[Stored items]

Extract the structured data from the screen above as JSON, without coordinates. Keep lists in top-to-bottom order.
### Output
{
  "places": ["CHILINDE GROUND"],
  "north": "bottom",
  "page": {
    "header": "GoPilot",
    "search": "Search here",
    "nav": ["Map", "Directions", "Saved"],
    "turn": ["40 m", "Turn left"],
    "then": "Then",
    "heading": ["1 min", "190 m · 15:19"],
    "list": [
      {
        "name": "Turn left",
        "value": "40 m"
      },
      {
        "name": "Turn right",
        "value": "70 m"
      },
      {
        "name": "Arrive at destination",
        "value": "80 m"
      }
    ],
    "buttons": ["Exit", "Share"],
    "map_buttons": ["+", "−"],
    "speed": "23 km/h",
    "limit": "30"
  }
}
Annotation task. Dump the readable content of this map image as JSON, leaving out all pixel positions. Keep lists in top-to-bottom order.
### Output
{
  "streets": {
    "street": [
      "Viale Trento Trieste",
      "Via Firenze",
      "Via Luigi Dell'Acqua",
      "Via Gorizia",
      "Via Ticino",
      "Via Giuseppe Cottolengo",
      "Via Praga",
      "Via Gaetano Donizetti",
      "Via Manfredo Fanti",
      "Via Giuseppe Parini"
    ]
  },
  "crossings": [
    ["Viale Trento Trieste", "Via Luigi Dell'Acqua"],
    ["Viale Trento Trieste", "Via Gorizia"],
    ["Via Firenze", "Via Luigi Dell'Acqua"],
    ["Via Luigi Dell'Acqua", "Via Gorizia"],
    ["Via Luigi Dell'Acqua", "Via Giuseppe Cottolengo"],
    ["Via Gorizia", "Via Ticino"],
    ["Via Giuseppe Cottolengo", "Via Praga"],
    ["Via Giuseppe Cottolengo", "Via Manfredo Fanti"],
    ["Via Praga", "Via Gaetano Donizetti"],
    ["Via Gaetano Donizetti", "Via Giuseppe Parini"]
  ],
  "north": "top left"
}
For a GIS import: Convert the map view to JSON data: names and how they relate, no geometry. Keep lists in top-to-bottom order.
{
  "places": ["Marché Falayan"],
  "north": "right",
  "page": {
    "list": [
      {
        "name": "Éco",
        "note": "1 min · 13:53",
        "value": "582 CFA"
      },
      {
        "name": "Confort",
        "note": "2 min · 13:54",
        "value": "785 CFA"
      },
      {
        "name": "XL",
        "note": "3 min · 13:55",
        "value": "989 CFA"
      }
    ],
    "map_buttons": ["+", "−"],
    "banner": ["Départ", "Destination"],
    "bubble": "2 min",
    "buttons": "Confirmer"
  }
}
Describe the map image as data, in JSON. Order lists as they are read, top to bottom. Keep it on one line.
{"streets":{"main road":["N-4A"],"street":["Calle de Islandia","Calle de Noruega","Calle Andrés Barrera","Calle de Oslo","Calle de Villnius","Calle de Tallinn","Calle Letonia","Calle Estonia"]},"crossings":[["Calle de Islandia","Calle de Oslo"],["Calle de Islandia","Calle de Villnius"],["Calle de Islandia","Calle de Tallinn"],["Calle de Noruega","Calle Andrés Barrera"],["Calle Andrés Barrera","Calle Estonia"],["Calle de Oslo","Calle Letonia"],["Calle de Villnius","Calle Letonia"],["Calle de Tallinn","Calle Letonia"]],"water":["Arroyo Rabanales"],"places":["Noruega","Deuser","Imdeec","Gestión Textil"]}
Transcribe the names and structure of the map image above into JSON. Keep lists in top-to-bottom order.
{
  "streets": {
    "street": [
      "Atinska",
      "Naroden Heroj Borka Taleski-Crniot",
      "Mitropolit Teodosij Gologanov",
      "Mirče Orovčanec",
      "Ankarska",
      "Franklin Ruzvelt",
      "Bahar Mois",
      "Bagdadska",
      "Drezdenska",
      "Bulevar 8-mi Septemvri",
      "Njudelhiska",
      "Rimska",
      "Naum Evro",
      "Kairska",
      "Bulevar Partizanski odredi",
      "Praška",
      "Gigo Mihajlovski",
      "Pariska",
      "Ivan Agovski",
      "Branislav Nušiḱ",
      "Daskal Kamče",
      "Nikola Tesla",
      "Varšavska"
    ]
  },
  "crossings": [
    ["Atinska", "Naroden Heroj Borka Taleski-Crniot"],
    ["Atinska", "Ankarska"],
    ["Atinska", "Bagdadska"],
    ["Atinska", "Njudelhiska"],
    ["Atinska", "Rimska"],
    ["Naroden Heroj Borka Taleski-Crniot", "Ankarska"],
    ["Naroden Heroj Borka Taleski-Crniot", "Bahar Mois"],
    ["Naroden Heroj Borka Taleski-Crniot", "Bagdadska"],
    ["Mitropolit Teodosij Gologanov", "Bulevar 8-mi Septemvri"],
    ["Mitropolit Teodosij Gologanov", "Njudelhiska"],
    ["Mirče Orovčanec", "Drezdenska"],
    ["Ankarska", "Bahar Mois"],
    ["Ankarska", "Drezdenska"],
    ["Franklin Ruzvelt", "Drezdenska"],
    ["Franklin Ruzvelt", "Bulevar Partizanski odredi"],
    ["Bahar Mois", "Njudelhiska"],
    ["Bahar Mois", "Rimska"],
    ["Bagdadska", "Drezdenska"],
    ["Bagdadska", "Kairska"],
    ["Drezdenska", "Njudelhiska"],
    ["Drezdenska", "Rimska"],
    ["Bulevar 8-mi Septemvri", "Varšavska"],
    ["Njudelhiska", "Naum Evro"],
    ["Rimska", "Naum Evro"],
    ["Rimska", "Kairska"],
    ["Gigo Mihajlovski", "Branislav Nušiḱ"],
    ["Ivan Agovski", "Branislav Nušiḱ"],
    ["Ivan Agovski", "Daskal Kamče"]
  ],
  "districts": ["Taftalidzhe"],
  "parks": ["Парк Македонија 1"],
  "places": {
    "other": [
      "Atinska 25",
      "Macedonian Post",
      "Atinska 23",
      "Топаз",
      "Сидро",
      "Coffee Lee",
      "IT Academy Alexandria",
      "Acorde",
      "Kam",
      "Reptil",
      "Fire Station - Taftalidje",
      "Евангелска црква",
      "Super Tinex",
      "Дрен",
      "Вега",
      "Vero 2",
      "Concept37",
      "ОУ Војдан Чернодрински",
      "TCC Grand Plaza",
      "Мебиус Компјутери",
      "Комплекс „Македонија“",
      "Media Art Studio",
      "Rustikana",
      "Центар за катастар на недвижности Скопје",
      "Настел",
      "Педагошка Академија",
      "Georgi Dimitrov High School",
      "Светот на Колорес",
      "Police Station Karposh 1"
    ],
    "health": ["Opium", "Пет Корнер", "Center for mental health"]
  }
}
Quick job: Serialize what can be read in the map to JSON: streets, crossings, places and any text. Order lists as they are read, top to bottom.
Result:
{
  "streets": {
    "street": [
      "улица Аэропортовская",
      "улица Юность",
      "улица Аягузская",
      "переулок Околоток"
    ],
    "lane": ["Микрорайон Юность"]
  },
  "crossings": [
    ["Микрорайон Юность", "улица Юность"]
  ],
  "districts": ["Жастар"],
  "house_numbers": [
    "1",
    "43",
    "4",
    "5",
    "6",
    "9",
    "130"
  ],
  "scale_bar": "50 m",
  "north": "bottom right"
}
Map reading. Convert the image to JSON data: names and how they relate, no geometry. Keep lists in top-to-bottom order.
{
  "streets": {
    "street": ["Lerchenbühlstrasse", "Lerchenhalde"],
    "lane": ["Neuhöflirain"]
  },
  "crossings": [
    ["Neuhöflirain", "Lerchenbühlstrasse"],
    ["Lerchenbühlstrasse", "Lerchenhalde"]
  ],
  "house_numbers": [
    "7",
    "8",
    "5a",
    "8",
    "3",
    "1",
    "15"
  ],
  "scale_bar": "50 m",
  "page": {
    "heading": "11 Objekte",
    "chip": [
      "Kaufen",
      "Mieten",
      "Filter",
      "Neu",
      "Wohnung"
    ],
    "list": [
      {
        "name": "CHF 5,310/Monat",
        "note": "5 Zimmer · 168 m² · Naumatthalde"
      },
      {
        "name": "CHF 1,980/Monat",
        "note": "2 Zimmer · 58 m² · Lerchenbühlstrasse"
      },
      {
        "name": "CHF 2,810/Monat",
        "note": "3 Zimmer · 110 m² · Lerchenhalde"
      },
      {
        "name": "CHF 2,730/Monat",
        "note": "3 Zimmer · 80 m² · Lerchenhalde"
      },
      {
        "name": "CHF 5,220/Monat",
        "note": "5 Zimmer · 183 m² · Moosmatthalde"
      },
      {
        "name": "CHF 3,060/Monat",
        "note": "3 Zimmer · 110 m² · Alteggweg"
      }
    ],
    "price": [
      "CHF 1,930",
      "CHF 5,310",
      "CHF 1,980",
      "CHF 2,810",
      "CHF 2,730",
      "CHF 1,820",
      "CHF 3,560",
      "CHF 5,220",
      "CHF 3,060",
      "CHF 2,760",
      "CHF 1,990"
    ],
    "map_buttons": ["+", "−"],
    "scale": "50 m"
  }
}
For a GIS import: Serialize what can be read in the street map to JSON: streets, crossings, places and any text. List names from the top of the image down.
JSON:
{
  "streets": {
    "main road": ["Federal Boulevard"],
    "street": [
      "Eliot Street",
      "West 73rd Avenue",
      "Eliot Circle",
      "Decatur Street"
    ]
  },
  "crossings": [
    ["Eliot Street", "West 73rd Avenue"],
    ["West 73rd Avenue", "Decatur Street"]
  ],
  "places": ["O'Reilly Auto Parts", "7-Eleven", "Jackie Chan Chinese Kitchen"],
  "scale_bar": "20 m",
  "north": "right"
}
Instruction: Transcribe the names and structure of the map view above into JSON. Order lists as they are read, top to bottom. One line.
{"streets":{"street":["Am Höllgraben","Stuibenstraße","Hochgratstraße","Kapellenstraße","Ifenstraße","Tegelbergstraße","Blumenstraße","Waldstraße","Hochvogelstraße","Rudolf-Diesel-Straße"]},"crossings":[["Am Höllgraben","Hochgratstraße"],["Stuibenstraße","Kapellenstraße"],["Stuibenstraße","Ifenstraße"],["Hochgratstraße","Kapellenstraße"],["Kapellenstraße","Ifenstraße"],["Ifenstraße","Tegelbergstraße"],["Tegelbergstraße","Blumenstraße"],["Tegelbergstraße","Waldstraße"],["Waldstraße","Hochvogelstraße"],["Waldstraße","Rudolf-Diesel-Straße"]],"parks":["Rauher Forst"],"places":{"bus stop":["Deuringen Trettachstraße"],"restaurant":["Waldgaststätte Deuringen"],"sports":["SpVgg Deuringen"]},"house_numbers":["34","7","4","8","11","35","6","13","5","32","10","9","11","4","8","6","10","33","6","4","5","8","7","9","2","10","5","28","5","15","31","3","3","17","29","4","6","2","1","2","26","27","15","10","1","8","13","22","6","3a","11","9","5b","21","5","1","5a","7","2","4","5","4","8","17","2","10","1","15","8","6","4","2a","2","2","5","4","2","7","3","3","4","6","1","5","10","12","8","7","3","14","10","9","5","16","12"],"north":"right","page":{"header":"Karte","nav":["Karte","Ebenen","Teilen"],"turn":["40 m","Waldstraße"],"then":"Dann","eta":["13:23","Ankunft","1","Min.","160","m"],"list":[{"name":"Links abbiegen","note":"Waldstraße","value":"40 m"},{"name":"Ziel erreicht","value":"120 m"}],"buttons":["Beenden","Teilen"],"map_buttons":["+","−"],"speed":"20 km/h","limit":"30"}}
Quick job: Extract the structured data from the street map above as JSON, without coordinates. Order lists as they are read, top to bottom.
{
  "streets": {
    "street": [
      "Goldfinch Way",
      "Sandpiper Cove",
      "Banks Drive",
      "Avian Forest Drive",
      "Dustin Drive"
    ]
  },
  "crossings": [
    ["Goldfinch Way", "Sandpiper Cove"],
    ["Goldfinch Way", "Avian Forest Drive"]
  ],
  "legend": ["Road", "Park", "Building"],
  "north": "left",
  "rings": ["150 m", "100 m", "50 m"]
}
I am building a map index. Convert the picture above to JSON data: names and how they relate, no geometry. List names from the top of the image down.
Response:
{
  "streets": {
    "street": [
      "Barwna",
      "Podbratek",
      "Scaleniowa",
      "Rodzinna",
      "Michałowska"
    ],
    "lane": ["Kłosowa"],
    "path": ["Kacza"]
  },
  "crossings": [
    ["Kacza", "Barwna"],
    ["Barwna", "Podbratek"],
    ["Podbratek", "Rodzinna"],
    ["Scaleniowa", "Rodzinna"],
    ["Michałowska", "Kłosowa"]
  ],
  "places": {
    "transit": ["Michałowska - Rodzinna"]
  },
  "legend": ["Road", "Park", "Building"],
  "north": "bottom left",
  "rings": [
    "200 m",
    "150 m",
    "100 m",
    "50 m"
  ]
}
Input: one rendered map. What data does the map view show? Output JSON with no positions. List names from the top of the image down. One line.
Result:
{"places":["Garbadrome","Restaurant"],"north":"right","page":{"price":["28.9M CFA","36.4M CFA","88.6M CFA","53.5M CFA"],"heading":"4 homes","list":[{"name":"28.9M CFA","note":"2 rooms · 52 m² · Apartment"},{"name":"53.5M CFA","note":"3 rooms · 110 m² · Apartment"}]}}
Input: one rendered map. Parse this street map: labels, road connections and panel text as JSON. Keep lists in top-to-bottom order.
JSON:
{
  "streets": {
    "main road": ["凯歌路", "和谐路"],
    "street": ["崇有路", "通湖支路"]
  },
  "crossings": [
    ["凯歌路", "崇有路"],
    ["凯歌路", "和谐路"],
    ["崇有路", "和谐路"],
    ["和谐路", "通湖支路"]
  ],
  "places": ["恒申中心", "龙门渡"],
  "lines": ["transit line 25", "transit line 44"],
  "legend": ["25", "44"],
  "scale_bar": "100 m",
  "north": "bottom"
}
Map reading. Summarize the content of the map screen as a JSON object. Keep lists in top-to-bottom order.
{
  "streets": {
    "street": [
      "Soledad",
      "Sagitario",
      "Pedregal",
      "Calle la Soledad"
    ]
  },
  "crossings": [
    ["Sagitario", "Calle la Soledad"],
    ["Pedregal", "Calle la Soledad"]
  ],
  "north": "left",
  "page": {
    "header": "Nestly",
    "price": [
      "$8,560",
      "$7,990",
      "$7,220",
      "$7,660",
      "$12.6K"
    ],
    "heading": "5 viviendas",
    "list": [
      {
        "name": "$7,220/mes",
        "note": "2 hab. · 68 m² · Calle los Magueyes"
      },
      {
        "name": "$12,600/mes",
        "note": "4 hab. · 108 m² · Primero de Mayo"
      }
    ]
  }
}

* _Task details_
Please return every line of the records that contains the word "heading".

* _Response to the exercise_
    "heading": ["1 min", "190 m · 15:19"],
    "heading": "11 Objekte",
{"places":["Garbadrome","Restaurant"],"north":"right","page":{"price":["28.9M CFA","36.4M CFA","88.6M CFA","53.5M CFA"],"heading":"4 homes","list":[{"name":"28.9M CFA","note":"2 rooms · 52 m² · Apartment"},{"name":"53.5M CFA","note":"3 rooms · 110 m² · Apartment"}]}}
    "heading": "5 viviendas",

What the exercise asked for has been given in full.